:: TASK INSTRUCTIONS ::
Scan the entries for the string "direction" and give the number of lines that have it, nothing further.

• • •

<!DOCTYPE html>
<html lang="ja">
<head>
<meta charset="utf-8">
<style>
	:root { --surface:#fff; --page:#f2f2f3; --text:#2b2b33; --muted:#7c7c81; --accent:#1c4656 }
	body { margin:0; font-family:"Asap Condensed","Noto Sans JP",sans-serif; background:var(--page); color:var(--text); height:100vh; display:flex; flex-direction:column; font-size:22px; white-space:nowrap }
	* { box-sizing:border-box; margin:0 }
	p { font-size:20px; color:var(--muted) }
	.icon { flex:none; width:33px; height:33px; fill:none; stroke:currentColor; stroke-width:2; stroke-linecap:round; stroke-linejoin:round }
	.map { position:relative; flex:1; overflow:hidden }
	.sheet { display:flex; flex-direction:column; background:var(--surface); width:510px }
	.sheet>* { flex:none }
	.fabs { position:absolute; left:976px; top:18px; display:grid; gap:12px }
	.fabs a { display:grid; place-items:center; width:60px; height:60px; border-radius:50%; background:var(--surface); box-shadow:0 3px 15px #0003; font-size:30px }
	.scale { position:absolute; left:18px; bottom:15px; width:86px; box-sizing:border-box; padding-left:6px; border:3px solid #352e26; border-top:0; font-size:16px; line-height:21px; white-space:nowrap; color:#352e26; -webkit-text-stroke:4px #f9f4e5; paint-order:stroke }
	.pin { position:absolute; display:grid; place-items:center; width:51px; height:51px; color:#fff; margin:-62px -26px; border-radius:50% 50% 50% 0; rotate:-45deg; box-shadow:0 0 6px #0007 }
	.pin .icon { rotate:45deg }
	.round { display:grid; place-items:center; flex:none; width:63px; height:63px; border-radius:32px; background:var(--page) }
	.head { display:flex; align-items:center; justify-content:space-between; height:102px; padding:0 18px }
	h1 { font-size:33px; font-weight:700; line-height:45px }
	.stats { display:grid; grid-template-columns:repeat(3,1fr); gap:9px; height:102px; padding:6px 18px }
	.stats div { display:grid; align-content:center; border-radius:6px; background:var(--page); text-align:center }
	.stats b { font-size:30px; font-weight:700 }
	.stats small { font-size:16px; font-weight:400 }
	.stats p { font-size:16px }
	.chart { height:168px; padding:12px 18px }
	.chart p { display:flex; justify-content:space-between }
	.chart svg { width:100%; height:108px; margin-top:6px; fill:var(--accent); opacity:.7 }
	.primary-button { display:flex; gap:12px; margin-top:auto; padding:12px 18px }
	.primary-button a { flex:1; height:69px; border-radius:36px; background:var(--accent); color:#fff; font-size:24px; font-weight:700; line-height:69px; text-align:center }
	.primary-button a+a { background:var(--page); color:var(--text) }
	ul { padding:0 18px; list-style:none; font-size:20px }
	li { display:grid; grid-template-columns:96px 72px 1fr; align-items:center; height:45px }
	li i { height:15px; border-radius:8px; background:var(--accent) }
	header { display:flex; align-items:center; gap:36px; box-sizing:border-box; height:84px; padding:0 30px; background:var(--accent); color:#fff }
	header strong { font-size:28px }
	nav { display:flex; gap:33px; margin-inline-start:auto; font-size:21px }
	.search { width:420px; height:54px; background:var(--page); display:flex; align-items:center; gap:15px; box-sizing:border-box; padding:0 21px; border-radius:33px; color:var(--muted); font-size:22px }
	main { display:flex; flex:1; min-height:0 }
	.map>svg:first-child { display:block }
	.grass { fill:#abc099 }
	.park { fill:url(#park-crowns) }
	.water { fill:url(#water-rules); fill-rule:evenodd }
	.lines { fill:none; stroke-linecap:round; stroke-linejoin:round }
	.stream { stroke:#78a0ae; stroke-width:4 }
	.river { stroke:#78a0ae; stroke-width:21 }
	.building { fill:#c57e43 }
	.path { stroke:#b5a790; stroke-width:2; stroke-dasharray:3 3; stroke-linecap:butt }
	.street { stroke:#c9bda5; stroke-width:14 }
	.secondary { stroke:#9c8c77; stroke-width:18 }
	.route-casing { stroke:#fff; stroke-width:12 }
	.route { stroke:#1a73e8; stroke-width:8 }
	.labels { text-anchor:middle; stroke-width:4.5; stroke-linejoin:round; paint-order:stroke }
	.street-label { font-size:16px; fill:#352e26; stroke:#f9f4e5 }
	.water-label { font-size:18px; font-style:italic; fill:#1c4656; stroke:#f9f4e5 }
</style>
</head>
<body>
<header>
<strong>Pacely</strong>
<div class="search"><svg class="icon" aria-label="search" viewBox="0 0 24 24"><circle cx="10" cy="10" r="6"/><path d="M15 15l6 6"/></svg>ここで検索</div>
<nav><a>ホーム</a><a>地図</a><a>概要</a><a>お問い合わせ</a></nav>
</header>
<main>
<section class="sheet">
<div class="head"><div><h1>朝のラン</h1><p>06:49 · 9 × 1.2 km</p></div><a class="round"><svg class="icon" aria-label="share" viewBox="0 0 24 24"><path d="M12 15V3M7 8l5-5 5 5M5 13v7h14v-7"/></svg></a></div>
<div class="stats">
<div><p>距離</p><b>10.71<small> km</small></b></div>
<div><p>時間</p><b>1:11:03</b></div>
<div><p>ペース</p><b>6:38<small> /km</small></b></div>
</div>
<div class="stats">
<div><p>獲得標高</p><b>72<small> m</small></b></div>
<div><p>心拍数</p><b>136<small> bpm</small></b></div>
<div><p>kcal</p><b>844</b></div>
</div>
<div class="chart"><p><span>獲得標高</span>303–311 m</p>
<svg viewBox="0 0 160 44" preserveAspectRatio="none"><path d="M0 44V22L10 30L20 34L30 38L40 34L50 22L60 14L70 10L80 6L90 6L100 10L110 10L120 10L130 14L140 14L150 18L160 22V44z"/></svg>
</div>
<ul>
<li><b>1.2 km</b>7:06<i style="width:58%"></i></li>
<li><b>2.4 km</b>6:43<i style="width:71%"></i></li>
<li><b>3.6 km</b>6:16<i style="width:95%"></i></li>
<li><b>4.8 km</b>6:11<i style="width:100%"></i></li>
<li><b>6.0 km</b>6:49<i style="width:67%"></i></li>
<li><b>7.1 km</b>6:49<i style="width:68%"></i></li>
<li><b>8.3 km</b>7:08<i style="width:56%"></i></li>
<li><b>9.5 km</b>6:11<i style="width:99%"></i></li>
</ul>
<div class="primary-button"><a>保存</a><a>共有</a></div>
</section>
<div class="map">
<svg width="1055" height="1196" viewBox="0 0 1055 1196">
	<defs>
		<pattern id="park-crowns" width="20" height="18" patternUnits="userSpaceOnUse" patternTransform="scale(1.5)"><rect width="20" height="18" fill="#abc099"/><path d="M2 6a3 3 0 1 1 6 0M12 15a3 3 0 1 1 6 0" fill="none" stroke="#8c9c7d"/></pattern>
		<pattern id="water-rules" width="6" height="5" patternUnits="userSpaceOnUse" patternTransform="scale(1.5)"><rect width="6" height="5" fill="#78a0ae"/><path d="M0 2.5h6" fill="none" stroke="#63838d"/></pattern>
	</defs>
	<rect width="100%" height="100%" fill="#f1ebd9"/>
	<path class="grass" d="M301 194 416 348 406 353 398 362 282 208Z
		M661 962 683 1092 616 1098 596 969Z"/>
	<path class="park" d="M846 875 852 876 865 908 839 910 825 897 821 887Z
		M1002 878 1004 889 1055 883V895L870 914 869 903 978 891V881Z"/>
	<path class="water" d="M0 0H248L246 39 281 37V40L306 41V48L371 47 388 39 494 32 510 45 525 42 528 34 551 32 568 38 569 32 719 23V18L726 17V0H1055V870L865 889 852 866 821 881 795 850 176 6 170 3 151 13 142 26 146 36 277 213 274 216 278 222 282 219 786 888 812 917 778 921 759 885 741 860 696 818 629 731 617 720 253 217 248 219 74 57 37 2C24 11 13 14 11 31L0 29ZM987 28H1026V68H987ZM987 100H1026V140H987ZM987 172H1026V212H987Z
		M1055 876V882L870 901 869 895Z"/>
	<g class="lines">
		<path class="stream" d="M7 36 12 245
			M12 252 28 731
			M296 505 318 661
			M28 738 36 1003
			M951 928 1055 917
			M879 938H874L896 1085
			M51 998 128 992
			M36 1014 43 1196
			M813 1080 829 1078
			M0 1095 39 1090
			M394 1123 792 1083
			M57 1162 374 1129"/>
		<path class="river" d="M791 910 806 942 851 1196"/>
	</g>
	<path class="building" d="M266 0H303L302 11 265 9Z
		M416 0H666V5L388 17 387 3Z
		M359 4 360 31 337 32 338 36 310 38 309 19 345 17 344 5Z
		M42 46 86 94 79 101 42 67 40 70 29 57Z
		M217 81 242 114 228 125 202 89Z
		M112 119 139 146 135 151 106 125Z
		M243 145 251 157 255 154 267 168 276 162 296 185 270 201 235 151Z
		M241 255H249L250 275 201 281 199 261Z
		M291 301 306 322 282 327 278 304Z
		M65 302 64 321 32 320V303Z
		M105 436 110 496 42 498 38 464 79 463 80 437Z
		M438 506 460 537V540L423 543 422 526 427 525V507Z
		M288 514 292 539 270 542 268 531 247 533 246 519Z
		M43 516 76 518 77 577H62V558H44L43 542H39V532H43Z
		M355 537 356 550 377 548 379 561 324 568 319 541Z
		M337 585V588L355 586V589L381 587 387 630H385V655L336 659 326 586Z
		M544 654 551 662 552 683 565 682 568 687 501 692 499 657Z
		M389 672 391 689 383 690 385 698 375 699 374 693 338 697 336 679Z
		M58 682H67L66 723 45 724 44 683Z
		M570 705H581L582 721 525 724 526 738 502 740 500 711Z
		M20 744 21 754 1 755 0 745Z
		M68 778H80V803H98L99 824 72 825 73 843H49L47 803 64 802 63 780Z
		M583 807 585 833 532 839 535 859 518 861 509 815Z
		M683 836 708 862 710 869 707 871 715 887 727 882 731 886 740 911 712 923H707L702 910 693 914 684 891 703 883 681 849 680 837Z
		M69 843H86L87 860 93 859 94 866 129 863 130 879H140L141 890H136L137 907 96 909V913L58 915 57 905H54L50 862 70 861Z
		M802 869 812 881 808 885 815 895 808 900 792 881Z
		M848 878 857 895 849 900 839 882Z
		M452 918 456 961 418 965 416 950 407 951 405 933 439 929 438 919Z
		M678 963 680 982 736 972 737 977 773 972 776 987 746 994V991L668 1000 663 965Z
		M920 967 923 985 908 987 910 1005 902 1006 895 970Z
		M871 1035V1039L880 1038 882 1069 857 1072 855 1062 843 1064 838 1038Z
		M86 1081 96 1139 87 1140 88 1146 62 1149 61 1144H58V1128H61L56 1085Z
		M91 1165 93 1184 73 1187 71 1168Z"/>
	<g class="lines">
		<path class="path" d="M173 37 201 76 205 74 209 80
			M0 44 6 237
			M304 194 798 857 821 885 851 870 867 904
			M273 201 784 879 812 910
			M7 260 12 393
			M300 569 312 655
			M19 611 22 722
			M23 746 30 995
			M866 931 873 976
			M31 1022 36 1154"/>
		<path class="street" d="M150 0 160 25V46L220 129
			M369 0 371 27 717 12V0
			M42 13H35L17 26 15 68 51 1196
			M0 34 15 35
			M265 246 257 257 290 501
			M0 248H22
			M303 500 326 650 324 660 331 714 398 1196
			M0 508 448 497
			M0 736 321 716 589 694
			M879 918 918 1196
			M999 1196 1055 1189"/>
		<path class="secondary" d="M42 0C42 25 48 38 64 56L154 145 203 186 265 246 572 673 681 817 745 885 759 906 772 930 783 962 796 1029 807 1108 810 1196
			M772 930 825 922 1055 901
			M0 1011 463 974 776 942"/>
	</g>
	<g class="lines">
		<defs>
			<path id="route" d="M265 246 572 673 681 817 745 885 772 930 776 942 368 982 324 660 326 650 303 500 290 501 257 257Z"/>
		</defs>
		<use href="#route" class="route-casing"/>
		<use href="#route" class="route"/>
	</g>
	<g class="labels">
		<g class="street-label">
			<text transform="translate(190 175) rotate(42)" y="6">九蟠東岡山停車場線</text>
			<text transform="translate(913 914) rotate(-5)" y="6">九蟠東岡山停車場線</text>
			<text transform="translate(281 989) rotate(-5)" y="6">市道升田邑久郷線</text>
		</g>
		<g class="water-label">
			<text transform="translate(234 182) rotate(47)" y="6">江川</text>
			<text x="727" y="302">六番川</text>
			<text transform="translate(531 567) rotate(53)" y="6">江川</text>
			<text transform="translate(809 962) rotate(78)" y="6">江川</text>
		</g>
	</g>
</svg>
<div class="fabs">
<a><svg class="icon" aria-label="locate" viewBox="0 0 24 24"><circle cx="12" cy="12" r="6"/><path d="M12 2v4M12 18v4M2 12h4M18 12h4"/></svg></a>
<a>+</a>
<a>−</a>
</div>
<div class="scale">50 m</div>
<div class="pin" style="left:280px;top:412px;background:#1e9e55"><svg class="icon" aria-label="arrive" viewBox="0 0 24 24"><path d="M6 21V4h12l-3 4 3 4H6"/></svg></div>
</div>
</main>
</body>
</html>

• • •

:: TASK RESPONSE ::
2